Problem: List every line below containing "button".

[Stored data entries]
════════════════════

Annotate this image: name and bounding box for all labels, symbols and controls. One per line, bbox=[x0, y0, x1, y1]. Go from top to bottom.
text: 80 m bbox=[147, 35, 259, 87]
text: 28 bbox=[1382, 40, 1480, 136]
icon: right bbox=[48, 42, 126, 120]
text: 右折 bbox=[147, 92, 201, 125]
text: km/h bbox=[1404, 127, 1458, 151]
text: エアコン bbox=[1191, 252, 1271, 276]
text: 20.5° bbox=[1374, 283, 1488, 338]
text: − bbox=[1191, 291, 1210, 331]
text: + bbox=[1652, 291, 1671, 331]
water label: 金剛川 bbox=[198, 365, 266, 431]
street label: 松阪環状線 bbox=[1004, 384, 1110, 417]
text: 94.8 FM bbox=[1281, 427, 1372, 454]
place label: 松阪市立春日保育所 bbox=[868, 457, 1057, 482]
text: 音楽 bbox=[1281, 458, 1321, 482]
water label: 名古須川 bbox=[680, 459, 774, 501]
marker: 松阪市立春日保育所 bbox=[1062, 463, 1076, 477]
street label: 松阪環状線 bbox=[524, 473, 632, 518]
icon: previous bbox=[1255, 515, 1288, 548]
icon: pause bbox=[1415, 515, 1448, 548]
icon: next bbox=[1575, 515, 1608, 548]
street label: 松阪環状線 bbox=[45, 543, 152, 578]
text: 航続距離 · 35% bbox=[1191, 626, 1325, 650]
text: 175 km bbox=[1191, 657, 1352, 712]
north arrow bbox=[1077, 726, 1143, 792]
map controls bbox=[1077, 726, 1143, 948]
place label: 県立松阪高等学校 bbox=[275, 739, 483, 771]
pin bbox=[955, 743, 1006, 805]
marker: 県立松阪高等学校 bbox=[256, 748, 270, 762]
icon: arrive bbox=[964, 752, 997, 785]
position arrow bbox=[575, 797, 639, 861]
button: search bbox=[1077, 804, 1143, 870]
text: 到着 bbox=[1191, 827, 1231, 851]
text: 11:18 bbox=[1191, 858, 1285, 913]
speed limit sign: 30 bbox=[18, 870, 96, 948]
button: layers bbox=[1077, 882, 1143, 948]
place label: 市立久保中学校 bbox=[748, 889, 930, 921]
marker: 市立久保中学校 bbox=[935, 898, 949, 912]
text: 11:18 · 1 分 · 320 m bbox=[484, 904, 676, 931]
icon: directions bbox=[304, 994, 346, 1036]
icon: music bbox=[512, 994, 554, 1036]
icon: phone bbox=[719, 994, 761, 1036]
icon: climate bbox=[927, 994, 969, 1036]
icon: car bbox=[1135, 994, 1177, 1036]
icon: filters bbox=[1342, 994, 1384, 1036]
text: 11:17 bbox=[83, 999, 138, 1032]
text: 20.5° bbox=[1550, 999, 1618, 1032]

════════════════════

Exercise result:
button: search bbox=[1077, 804, 1143, 870]
button: layers bbox=[1077, 882, 1143, 948]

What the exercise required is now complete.